FREQUENTLY ASKED QUESTIONS

1. What is Scoliosis?

Scoliosis is a curve in the spine.

 

2. How can you tell that I have scoliosis?

Sometimes it is not noticeable, but you might see that one shoulder or hip is higher than the other, one shoulder blade is more prominent, or that your trunk and waist are not equally balanced.

 

3. What causes scoliosis....carrying a heavy backpack, not drinking enough milk, poor posture?

No, scoliosis isn't caused by anything that you did or didn't do.  Scoliosis is a genetic condition.

 

4. Does scoliosis hurt?

Adolescents with mild to moderate scoliosis do not have any higher incidence of back pain when compared with adolescents that have back pain but no scoliosis.  If it isn't treated, scoliosis can cause an array of health problems later in life.

 

5. How common is scoliosis?

Scoliosis is present in two to three percent of the population.

 

6. Does scoliosis run in families?

Scoliosis is a genetic condition most common in girls. At this time, scientists are working to identify the specific genetic markers of DNA that indicate scoliosis.

 

7. Is there a way to tell if my scoliosis will get worse or not?

At this time, it isn't possible to know whether scoliosis will continue to get worse, though part of the current genetic research is trying to find an answer this question.

 

8. Can I still exercise if I have scoliosis?

Yes, staying active is important to your overall health. There are no known exercises, sports, or specific activities that will make scoliosis worse or better.

 

9. What is the treatment for scoliosis?

There are three basic scoliosis treatment options: to monitor it with routine check-ups and x-rays, to wear a brace, or to have surgery.

 

10. Are there any alternative treatments that may help?

There is no scientific data that proves alternative methods such as chiropractic care, physical therapy, vitamins, etc., will affect the natural history or progression of scoliosis, but there is no evidence to suggest alternative treatments are harmful either.

 

11. What is the purpose of wearing a brace?

The purpose of wearing a brace is to prevent curves from getting bigger and therefore prevent surgery.

 

12. Will a brace make my scoliosis better?

Not permanently.  Curves are somewhat corrected by braces, but once the brace is taken off, the curves can return to their original form.

 

13. Do I have to wear the brace all of the time?

How you are instructed to wear a brace depends on the type of brace you are given, and the type of brace you are given is dependent upon the location of your curve.  Some braces are worn full time (between 20--23 hours per day), and some braces are only worn during sleep.  If you are wearing a brace full time, it is important that you remain active in any sports or physical activities you were already involved in.  You just remove the brace during these activities. 

 

14. How long do I have to wear the brace?

You should be instructed to wear the brace until you are done growing.

 

15. What is the goal of surgery?

The goal of surgery is to prevent scoliosis from getting worse and correct the curves as much as they can safely be corrected.

 

16. What kind of surgery will I need?

Spinal fusion with instrumentation depends on the location of your curve(s). Surgery is done through an incision on your side (anterior) or through an incision on your back (posterior). Some curve patterns can be treated by either method.

 

17. How long will I be in the hospital if I have surgery?

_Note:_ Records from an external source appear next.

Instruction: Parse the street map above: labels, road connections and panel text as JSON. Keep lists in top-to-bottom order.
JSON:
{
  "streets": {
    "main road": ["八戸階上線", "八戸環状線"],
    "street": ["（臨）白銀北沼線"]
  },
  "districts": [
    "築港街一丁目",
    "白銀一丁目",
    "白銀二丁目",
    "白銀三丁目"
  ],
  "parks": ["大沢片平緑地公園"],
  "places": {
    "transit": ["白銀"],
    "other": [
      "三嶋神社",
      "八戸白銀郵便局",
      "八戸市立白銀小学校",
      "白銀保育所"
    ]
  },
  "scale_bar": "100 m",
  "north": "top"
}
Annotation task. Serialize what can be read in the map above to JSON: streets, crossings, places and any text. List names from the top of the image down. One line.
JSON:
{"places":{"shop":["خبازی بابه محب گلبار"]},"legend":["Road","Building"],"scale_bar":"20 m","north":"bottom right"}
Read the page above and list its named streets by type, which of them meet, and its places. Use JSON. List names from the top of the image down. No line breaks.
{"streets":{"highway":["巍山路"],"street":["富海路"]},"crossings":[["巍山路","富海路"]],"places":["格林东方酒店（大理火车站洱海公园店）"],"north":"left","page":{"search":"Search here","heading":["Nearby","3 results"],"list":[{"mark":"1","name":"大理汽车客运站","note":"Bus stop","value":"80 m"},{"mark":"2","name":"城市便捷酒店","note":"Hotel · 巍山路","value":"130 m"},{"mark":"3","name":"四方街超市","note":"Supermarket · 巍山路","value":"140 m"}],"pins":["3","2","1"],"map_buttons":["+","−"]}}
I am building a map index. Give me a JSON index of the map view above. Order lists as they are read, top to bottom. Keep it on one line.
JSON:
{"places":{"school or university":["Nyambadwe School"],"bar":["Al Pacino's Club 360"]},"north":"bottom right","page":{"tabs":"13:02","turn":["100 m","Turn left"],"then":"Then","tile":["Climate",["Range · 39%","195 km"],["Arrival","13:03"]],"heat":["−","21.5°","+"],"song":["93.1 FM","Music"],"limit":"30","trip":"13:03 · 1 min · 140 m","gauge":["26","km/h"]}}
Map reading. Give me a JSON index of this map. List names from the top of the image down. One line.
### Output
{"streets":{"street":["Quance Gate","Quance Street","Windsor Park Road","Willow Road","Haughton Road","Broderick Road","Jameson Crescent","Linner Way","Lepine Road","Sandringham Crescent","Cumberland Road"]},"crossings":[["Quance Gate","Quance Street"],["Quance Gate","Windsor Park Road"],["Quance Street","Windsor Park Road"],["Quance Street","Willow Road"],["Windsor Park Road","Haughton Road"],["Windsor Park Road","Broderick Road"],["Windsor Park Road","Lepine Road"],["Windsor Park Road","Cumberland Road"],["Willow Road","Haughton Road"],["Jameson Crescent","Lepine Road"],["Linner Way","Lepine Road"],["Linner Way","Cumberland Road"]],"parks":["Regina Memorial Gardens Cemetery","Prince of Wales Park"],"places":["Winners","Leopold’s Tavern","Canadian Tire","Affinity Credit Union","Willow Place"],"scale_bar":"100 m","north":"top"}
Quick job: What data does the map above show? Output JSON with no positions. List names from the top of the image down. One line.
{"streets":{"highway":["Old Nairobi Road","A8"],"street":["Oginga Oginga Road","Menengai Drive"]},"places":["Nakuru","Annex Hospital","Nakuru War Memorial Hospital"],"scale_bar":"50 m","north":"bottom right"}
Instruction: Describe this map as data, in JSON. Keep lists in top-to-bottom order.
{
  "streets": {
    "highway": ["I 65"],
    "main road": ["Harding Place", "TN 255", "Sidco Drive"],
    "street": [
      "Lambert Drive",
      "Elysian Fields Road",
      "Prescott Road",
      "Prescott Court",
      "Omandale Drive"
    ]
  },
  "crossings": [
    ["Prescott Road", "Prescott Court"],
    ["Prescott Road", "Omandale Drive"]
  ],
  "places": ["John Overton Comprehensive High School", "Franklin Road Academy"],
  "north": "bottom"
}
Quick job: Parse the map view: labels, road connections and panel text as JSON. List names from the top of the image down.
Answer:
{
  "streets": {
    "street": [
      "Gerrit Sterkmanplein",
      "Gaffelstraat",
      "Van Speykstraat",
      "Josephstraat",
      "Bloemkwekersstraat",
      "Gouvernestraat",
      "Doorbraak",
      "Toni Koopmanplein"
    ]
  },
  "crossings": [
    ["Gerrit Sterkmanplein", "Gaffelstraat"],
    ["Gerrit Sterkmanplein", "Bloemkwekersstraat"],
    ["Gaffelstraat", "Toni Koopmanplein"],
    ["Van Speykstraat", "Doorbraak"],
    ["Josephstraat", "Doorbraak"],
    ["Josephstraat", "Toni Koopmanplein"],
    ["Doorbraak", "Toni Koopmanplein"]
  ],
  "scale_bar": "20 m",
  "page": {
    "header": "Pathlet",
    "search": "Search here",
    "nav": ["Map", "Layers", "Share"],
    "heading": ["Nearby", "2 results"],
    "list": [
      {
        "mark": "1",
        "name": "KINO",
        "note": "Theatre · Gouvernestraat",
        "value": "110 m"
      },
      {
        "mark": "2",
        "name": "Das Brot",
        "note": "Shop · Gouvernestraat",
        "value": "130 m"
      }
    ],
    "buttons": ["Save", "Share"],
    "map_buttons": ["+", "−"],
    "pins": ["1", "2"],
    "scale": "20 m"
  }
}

You will likely be in the hospital for five to seven days.

 

18. How much school will I miss if I have surgery?

You will likely miss three to four weeks of school following a spinal fusion surgery. 

 

19. When can I play sports again?

Opinions vary among surgeons, but most release people back to sports and other activities by one year after surgery.

 

20. What will the surgery scar look like?

While everybody heals differently, incisions tend to fade and become less noticeable over time. The goal is for it to heal as a flat, thin line that is the same color as your skin, but your surgeon will have to help you determine the answer to this question.

 

21. If I have metal in my back, will it set off alarms in the airport?

It's very unlikely that this will happen.

 

22. Will I need to have more surgeries later on?

Subsequent surgeries are unlikely, but it is important to keep your  post-surgery follow-up visits with your surgeon for at least two to five years to make sure your spine heals properly.

 

23. What if I decide not to have the surgery?

This is a very good question, but we recommend that you discuss this with your own surgeon.  Knowing the risks and benefits of not having surgery, as well as the risks and benefits of having surgery, will be important as you make decisions about your future.

 

24. Are my children going to have scoliosis?

It is possible that your children may have scoliosis, as there is a genetic component to this spinal deformity.  While there is a higher likelihood that your children will have scoliosis if you do too, it is possible that it may skip a generation or two.

 

25. How do I chose a scoliosis surgeon?

You should speak to your family doctor and other people in your area who may be familiar with scoliosis surgeons.  Your surgeon should have significant experience treating young people with scoliosis, should have performed many surgeries like yours, and should be comfortable discussing the procedure with you and your family.  S/he should also be a member of the Scoliosis Research Society and board certified with proper credentials.